Takeaways do have an appeal though. Its not logical to want quick, expensive , only adeqate quality. But we all do it dont we?


----------



## ishbel (Jan 5, 2007)

Only good fish and chips or a white pudden supper, Bughut! The crappy McD/burger king/pizza crappy takeaways? Naaah, I'll just pass on those, thanks!


----------



## bughut (Aug 18, 2007)

I certainly wasnt advocating either mcd's or tinned spaghetti. I was simply pointing out how some kids consider the processed to be the norm, and mums home made is a pale substitute. They seem to want the stuff they see on tv and consider it better somehow. Weird i know, but advertisers have them in their grasp.

Even my own kids who appreciate good wholesome food, like to try out the c**p they see advertised, declare it rubbish, then try something equaly c**p another time.

Havnt had awhite pudding for years. Cant even manage a whole one anymore. Mother-in law sticks them in a pot of mince. Yet to be tried
Can you imagine the calories, fat content and general unheathyness of a white pudding supper. What joy tho eh?


----------



## headless chicken (Apr 28, 2003)

I love my handmade pizzas, I do it the way I want more so then if I order but i do order delivery when I'm too lazy or what not. 

Of all the ones that delivery my area, Dominos tops because 1)even when I ask for well done, delivery is always less then 30mins. 2)They have yet to screw up any of my orders. 

Others in my area is Pizza Pizza, we have 1 where I work and they'd be the last pizza franchise I'd order from

Pizza Hut was my favorite, I liked their crust though a bit greasy however they've always messed up my order. They've delivered late and not honor their 45min or it's free policy, pizzas have arrived cold, overpriced, they've even not deliver my order because some monkey brain at their order center didn't put my order in. 

Panzarotto was my regular. Their pizzas were decent, not very expensive, they had some nice specialty pizzas, food was a little inconsistent and they've delivered late before. Plus I think they closed down near me. 

2 for 1 Pizzas...forget it, rather eat McDs.


----------



## singer4660 (May 21, 2009)

My Pizza Hut is actually pretty accurate and I've always been a sucker for the crust. I do love my pizza at home though. Nothing beats a pizza Margherite (garlic,basil, tomatoes and fresh mozzeralla) after a long week at work.


----------



## dc sunshine (Feb 26, 2007)

Homemade is best for sure, but sometimes cook needs a break. Almost anything tastes better when someone else makes it for you, and bonus if you can someone else to get it in for you.

Kids have gone fussy on takeout here - getting very health conscious all by themselves in their mid-teens. Body consciousness has struck  Not a bad thing - they're not fanatical about it but making good choices. Will only have healthy Subways or suchlike.

Whereas DH loves 5 piece feed of the colonel (yes....5!) and I love fish and chips. As its only once a fortnight - it doesn't really matter.

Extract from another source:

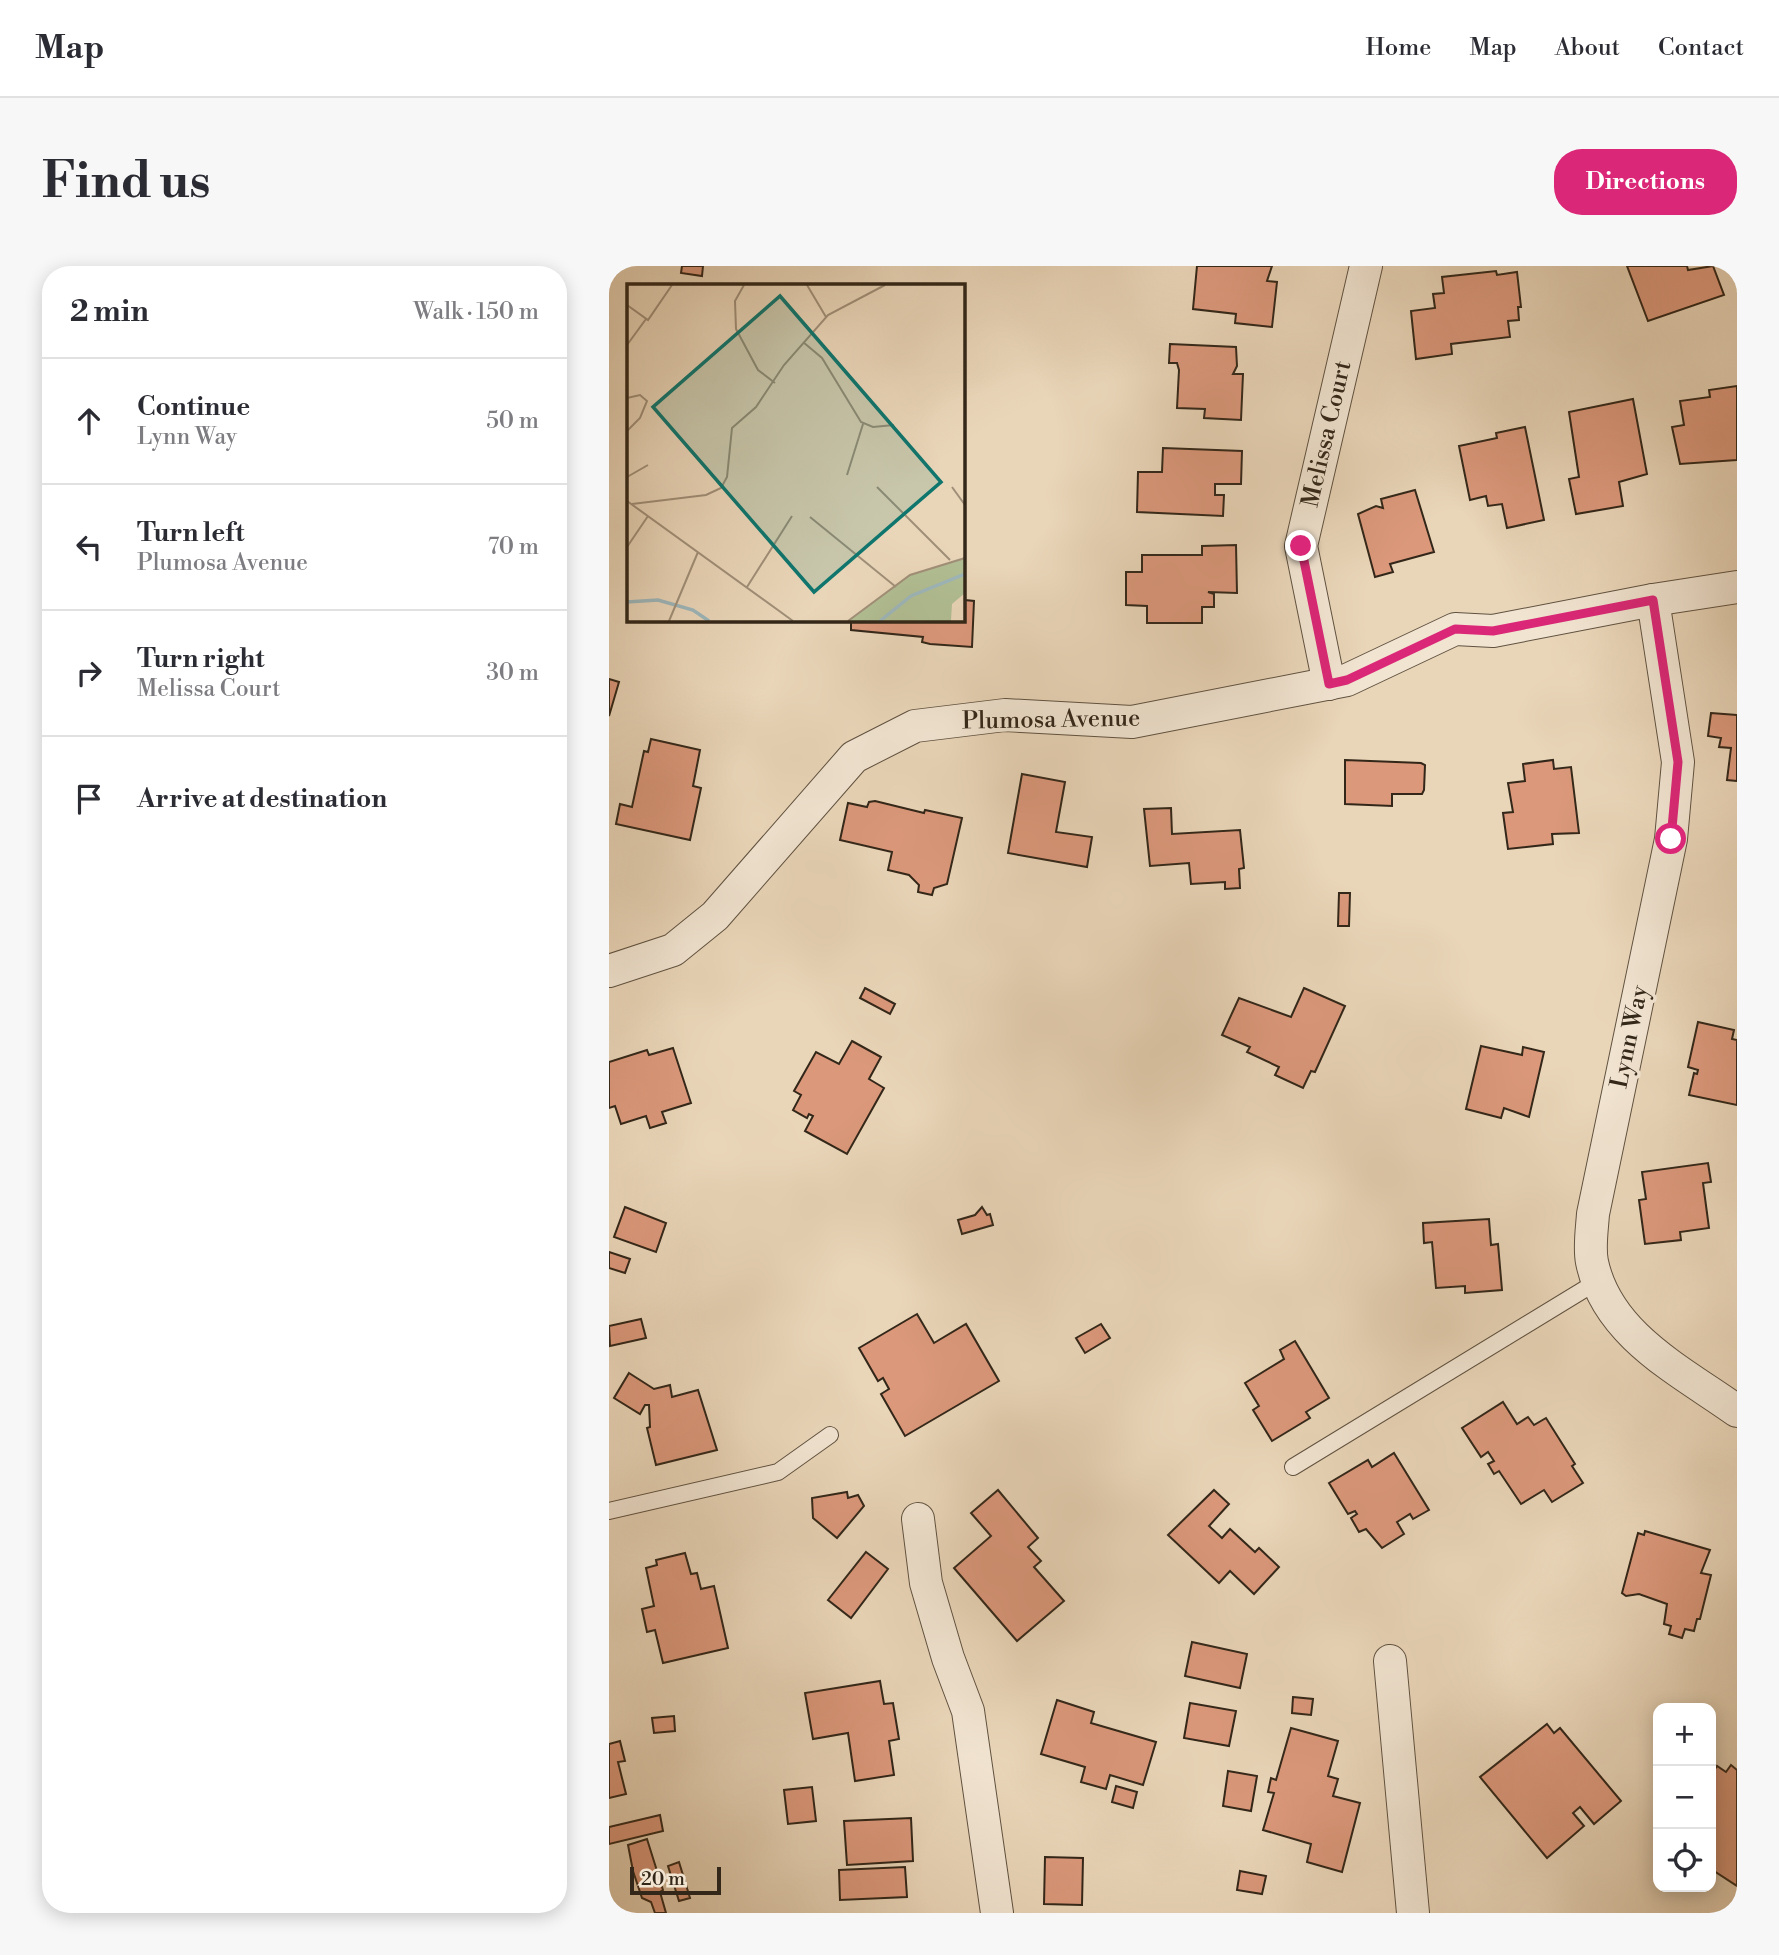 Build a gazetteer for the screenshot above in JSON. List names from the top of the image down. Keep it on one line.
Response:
{"streets":{"street":["Melissa Court","Plumosa Avenue","Lynn Way"]},"crossings":[["Melissa Court","Plumosa Avenue"],["Plumosa Avenue","Lynn Way"]],"scale_bar":"20 m","page":{"header":"Map","nav":["Home","Map","About","Contact"],"buttons":"Directions","title":"Find us","heading":["2 min","Walk · 150 m"],"list":[["Continue","Lynn Way","50 m"],["Turn left","Plumosa Avenue","70 m"],["Turn right","Melissa Court","30 m"],"Arrive at destination"],"map_buttons":["+","−"],"scale":"20 m"}}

The flavour and food value of takeaway is only a minor part I reckon, its the indulgence. Then you hire some DVD's, feet on the coffee table and chow down


----------



## ishbel (Jan 5, 2007)

A white pudding in MINCE, Bughut? And I thought the heart-attack inducing dishes were almost a thing of the past!

I probably eat a fish or white pudding supper at most twice a year.. that way, no guilt! We stop off at a wee place in Weymss when we visit St Andrews ... pure bliss!


----------



## crouttone (Jun 14, 2009)

I will say the same as your friend since I dont have a decent oven to bake pizza. There is a local here called "Pizza Mia", I love their pizza, cheese almost tastes...cow-y :crazy: is really a different experience for the pizza "connoisseur" to eat in that local. I will definitely try to make my own pizzas once I have my own oven, a DECENT and a BIG oven  still I believe I wont give up on "Pizza Mia".


----------



## afteraithe (Jun 24, 2009)

I agree that everyone had their own opinions on food. I myself am a big fan of Papa John's - I love the place.


----------